When I encountered this parable in the Gospel of Luke last year, I was struck by something unique to Luke's version.  In it, when Jesus is describing the people who are represented by the seeds that landed on good soil, He says, "Through their resolve, they bear fruit."4  Their determination is what makes them different from the other people Jesus describes with His parable.  Luke's addition exposes a crack in the parable, and, as singer-songwriter Leonard Cohen would say, the crack is "how the light gets in."5  A parable only works to a certain extent, because it is not meant to be a fully fleshed-out representation of reality.

A seed's ability to grow into a plant and bear fruit depends in part on the soil in which it is planted.  Soil cannot help how many people have tread upon it; it cannot help how many rocks are in it or how deep it is; it cannot help what kind of plants are already growing in it.  Human beings are not soil.  Though we may have a similar chemical composition to the dirt beneath us, we have agency that the dirt does not have.  Unlike the soil in Jesus' parable, we can actually choose how we respond to what God says to us.

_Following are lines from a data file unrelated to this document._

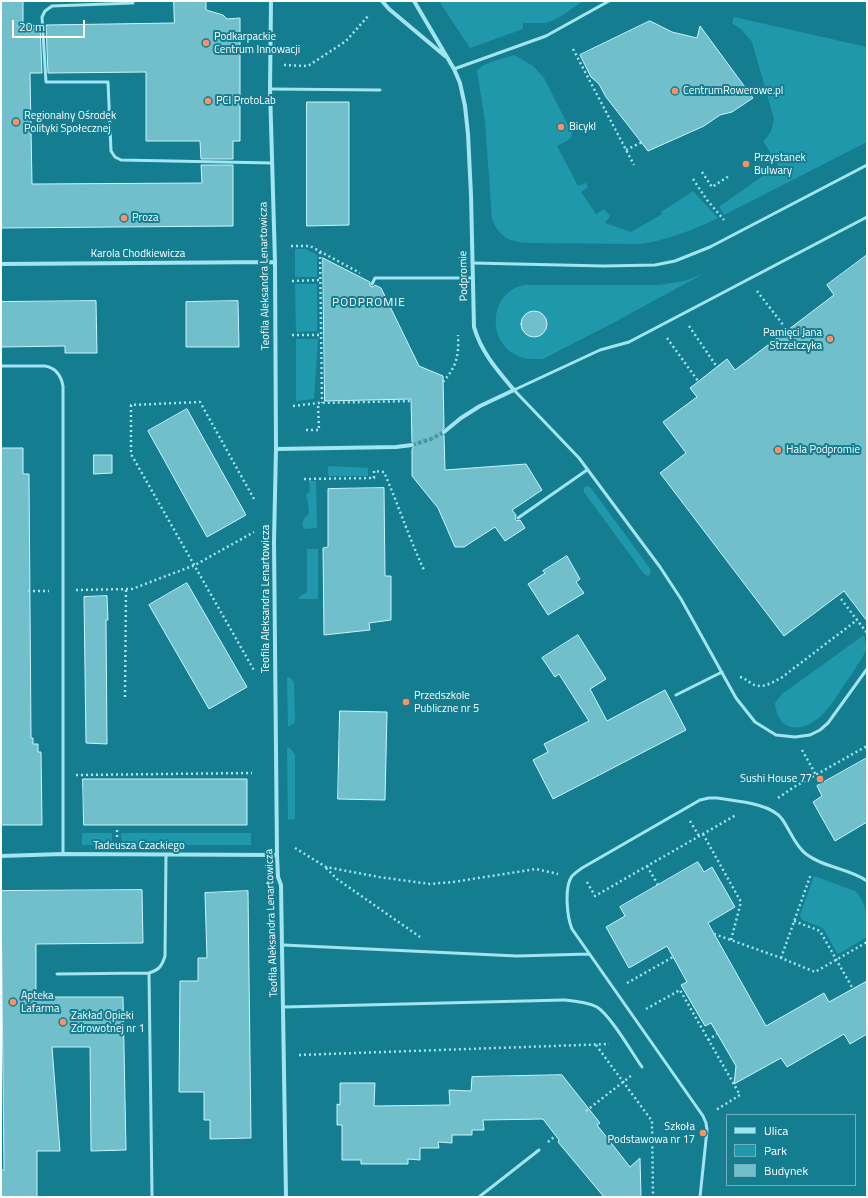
<!DOCTYPE html>
<html>
<head>
<meta charset="utf-8">
<style>
  body { margin:0 }
  #map { position:relative; width:868px; height:1198px; overflow:hidden; background:#157d90; font-family:"Titillium Web",sans-serif }
  canvas { display:block }
  .frame { position:absolute; inset:0; border:2px solid #fff; pointer-events:none }
  .legend { position:absolute; left:726px; top:1114px; width:130px; height:72px; box-sizing:border-box; background:#157d90; border:1px solid #73b1bc; margin:0; padding:5px 7px; list-style:none; font-size:12px; color:#fff }
  .legend li { display:flex; align-items:center; gap:8px; height:20px }
  .legend b { width:20px; border:1px solid #73b1bc }
  .scale { position:absolute; left:12px; top:20px; width:73px; height:18px; box-sizing:border-box; border:2px solid #fff; border-top:0; padding-left:5px; font-size:12px; line-height:14px; white-space:nowrap; color:#fff; -webkit-text-stroke:3px #157d90; paint-order:stroke }
</style>
</head>
<body>
<div id="map">
<canvas width="868" height="1198"></canvas>
<div class="frame"></div>
<ul class="legend">
<li><b style="height:5px;background:#a2e5f1"></b>Ulica</li>
<li><b style="height:11px;background:#2098ac"></b>Park</li>
<li><b style="height:11px;background:#72bfcc"></b>Budynek</li>
</ul>
<div class="scale">20 m</div>
</div>
<script>
const g = document.querySelector('canvas').getContext('2d');
g.lineJoin = 'round';
function fillPath(path, color) {
  g.fillStyle = color;
  g.fill(path, 'evenodd');
}
function stroke(path, color, width, dash) {
  g.strokeStyle = color;
  g.lineWidth = width;
  g.lineCap = dash ? 'butt' : 'round';
  g.setLineDash(dash || []);
  g.stroke(path);
}
function label(font, color, halo, rows, align = 'center') {
  g.font = font + ' "Titillium Web",sans-serif';
  g.lineWidth = 4;
  g.setLineDash([]);
  g.textBaseline = 'middle';
  g.strokeStyle = halo;
  g.fillStyle = color;
  for (const [text, x, y, turn = 0] of rows) {
    g.save();
    g.translate(x, y);
    g.rotate((+turn || 0) * Math.PI / 180);
    g.textAlign = isNaN(turn) ? turn : align;
    if (halo) g.strokeText(text, 0, 0);
    g.fillText(text, 0, 0);
    g.restore();
  }
}
const green = new Path2D(`
  M439 1H583L560 17 546 23H523V29L470 48Z
  M734 17 867 47V142L724 215 719 207 778 165 763 141C771 134 772 129 774 119L752 42 742 30 732 23Z
  M514 55 533 66 544 78 572 133C572 141 563 142 557 146L578 186 586 183 588 187 581 192 596 214 604 209 610 216 605 223 631 232 662 214 661 212 693 191 718 218C693 230 668 240 640 244L531 243C511 242 500 239 492 219L485 121 477 71C482 63 505 58 514 55Z
  M295 249H306L317 255V277H295Z
  M703 274 613 323 543 359C534 359 526 360 518 356 486 342 489 292 524 285H660L684 281Z
  M295 284H317V331L296 332Z
  M296 339H318L314 399 296 401Z
  M328 466 368 468V476H328Z
  M309 481H316L317 528 304 529C301 522 303 518 309 514L308 502 306 495 310 491Z
  M587 486 591 488 651 570 650 575 647 576 644 574 584 492V488Z
  M307 549H318V599H299V597L307 592Z
  M864 635 867 649C860 662 851 675 842 688 836 697 830 707 822 715 814 723 799 731 788 726 779 722 776 712 775 703L782 694Z
  M287 677 290 678 294 682 295 721 294 723 288 727Z
  M287 747 291 749 295 755V819L288 820Z
  M82 833H112V845H82Z
  M121 833H251V845H122Z
  M814 876 855 891C868 903 867 919 867 937L840 953H837L823 928 802 920 800 915Z`);
const building = new Path2D(`
  M1 1H23V26L40 25 42 73H30L32 184 202 183 201 165H233V226L1 228Z
  M174 1H206V10L223 15 227 19 240 18V141H233V159H201L200 141H146V72L48 73 46 25 174 23Z
  M650 21 672 32 697 38 700 26 753 98 732 112 720 115 704 126 648 151 606 97 599 84 591 77 580 55Z
  M307 102H349V225L307 226Z
  M867 255V621L844 591 784 636 660 473 686 453 663 422 697 397 690 388 727 359 735 370 834 295 827 285Z
  M323 258 370 282V286L373 287 375 285 381 288 419 366 443 376 444 428 441 432 444 435 445 470 526 464 542 490 512 510 516 515 515 519 517 521 520 520 525 528 505 541 495 527 464 547H455L438 508 412 476V449L415 445V443L412 442 411 399 325 401Z
  M96 301 97 353H65V346L1 347V302Z
  M238 301 239 347H186V302Z
  M521 324a13 13 0 1 1 26 0a13 13 0 1 1-26 0Z
  M187 409 246 515 207 537 148 431Z
  M1 448H23V474H29L31 738H33V744H38V752H41L42 825H1Z
  M94 455H112V473L94 474Z
  M384 488 385 576H391V620L369 623 370 630 324 635 323 548 328 547V489Z
  M567 556 580 579 576 582 584 593 548 615 528 584 545 573 543 571Z
  M187 583 247 687 209 709 149 605Z
  M107 596 108 620H106L107 744 86 743 84 597Z
  M578 635 606 679 590 689 607 721 665 690 686 730 553 799 533 760 548 752 544 744 589 721 559 674 555 677 542 658Z
  M340 711 387 712 385 800 338 799Z
  M867 758V822L835 841 813 802 822 796 817 786Z
  M83 779H247V825H84Z
  M698 862 704 872 712 867 735 907 708 923 766 1026 824 993 829 1002 867 981V1034L850 1044 844 1034 787 1067 781 1058 734 1084 736 1066 711 1023 705 1026 681 985 687 982 667 946 629 968 606 927 625 916 620 907Z
  M142 890 143 943 36 944V997H123L126 1150 91 1151 90 1047H52L60 1151H37V1197H1V1170H4L1 891Z
  M248 891 251 1138 210 1139V1120H204V1092H179L180 981H198V958H207L205 893Z
  M562 1075 600 1123 597 1125 630 1167 640 1158 641 1197H604L558 1142 559 1140 543 1119 483 1120 484 1130H472V1135H452V1143L438 1142 439 1148H420V1160L408 1159V1164H361V1160H342V1125H337V1104L340 1105V1083H375L374 1106 450 1105 449 1090 471 1091 472 1077Z`);
const minorTunnel = new Path2D(`
  M412 445 431 439 444 432`);
const path = new Path2D(`
  M573 49 634 165
  M284 65 308 66 346 41 369 15
  M626 150 642 142
  M702 172 712 187 729 176
  M693 179 707 200 724 220
  M291 246H310L360 273
  M320 252 322 403
  M292 281 321 280
  M757 291 787 330
  M689 326 717 367
  M292 335H321
  M667 338 698 381
  M443 382C457 366 459 355 458 335
  M293 406 318 403 411 401
  M306 430H319L318 403
  M304 479 374 478V471L384 472C398 504 409 538 424 570
  M254 499 200 402 131 405V454L255 672
  M76 590 132 589 195 565 254 532
  M28 591H49
  M841 599 867 633
  M740 677C745 678 747 681 751 683 761 690 771 683 781 678L857 620
  M125 697 126 590
  M802 750 816 775
  M76 775 252 773
  M778 798 794 787 867 746
  M690 821 699 836
  M117 830V839
  M703 834 741 902 731 940
  M295 848 326 867 379 877 430 884 453 882 536 869 558 874
  M647 866 658 885
  M326 868 337 879 420 937
  M587 882 595 896 736 815
  M794 921 820 931 853 989
  M714 934 781 958 815 972 867 942
  M781 958 811 874
  M627 983 673 957
  M646 1009 680 990 740 1095 716 1110
  M708 1040 717 1034
  M596 1045 652 1121 653 1197
  M299 1055 609 1044
  M586 1111 632 1075
  M548 1142 555 1136`);
const service = new Path2D(`
  M133 3 52 6 45 11 42 17 46 82H108L111 151 115 157 121 160 272 163
  M454 69 546 36 609 1
  M270 89 380 90
  M867 217 629 342 600 350 514 390 579 458 660 567 681 599 736 698 755 722 776 735 795 737 810 735 820 730 828 723 867 669
  M473 263 604 266 655 265 675 261 710 247 867 165
  M372 284 375 278H473
  M1 366H45C56 368 61 375 63 386V854
  M518 518 587 470
  M676 695 722 672
  M283 945 517 956 589 954
  M149 973 152 1195
  M57 974 149 973C159 970 162 966 165 956L166 855
  M284 1007 564 1000C575 1001 587 1002 597 1007 611 1016 632 1053 642 1067
  M479 1197 539 1150
  M700 1197 707 1130 706 1123 703 1116 572 929C567 917 564 887 572 876 575 873 579 870 582 868L700 800 709 798H717C735 801 771 803 782 819 790 830 795 846 806 854 824 868 849 868 867 881`);
const minor = new Path2D(`
  M271 1 270 89 275 262 276 449 274 541 277 855 278 877 281 885 286 1197
  M382 1 389 9 445 56
  M414 1 454 69 460 83 465 106 468 134 471 195 474 327C481 352 498 371 514 390L480 406 461 418 444 432
  M1 264 275 262
  M276 449 396 447 412 445
  M1 856 63 854 277 855`);
const markers = [
  [206,43,4,"#ff9161"],
  [675,91,4,"#ff9161"],
  [208,101,4,"#ff9161"],
  [16,122,4,"#ff9161"],
  [561,127,4,"#ff9161"],
  [746,164,4,"#ff9161"],
  [124,218,4,"#ff9161"],
  [830,339,4,"#ff9161"],
  [778,450,4,"#ff9161"],
  [406,702,4,"#ff9161"],
  [820,779,4,"#ff9161"],
  [13,1002,4,"#ff9161"],
  [63,1022,4,"#ff9161"],
  [703,1133,4,"#ff9161"]
];
const poiNames = [
  ["Podkarpackie",214,37],
  ["Centrum Innowacji",214,50],
  ["CentrumRowerowe.pl",683,91],
  ["PCI ProtoLab",216,101],
  ["Regionalny Ośrodek",24,116],
  ["Polityki Społecznej",24,129],
  ["Bicykl",569,127],
  ["Przystanek",754,158],
  ["Bulwary",754,171],
  ["Proza",132,218],
  ["Pamięci Jana",822,333,"right"],
  ["Strzelczyka",822,346,"right"],
  ["Hala Podpromie",786,450],
  ["Przedszkole",414,696],
  ["Publiczne nr 5",414,709],
  ["Sushi House 77",812,779,"right"],
  ["Apteka",21,996],
  ["Lafarma",21,1009],
  ["Zakład Opieki",71,1016],
  ["Zdrowotnej nr 1",71,1029],
  ["Szkoła",695,1127,"right"],
  ["Podstawowa nr 17",695,1140,"right"]
];
const streetNames = [
  ["Karola Chodkiewicza",138,254],
  ["Teofila Aleksandra Lenartowicza",265,276,-91],
  ["Podpromie",464,276,-91],
  ["Teofila Aleksandra Lenartowicza",266,599,-90],
  ["Tadeusza Czackiego",139,846],
  ["Teofila Aleksandra Lenartowicza",272,923,-92]
];
const neighbourhoodNames = [
  ["PODPROMIE",369,303]
];
fillPath(green, '#2098ac');
fillPath(building, '#72bfcc');
stroke(building, '#c8f5fc', 1);
stroke(minorTunnel, '#4497a6', 4, [4, 2]);
stroke(path, '#a2e5f1', 2.5, [2, 3]);
stroke(service, '#a2e5f1', 3);
stroke(minor, '#a2e5f1', 4);
for (const [x, y, r, color] of markers) {
  const dot = new Path2D();
  dot.arc(x, y, r, 0, 2 * Math.PI);
  g.fillStyle = color;
  g.fill(dot);
  stroke(dot, '#157d90', 1.5);
}
label('11px', '#fff', '#157d90', poiNames, 'left');
label('11px', '#fff', '#157d90', streetNames);
g.letterSpacing = '1px';
label('12px', '#fff', '#157d90', neighbourhoodNames);
g.letterSpacing = '0px';
</script>
</body>
</html>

We do not have to be like the seeds that landed on the beaten path, for we can choose to pay attention to what God is saying to us.  We do not have to be like the seeds that landed on rocky ground, for we can withstand the temptation to turn away from what God says to us and allow it to take root in our lives.  We do not have to be like the seeds that landed among thorny plants, for we can choose not to be distracted so that we may mature spiritually.  We can be like the seed that falls on good soil, for we can commit ourselves to what God is calling us to do and be fruitful with our lives.


Notes:
  1. Matthew 13:3-9; Mark 4:3-9; Luke 8:5-8
  2. Matthew 13:10-17; Mark 4:10-13; Luke 8:9-10
  3. Matthew 13:18-23: Mark 4:14-20; Luke 8:11-15
  4. Luke 8:15 (CEB)
  5. From "Anthem" by Leonard Cohen
The Sower was painted by James Tissot in the late 1800s.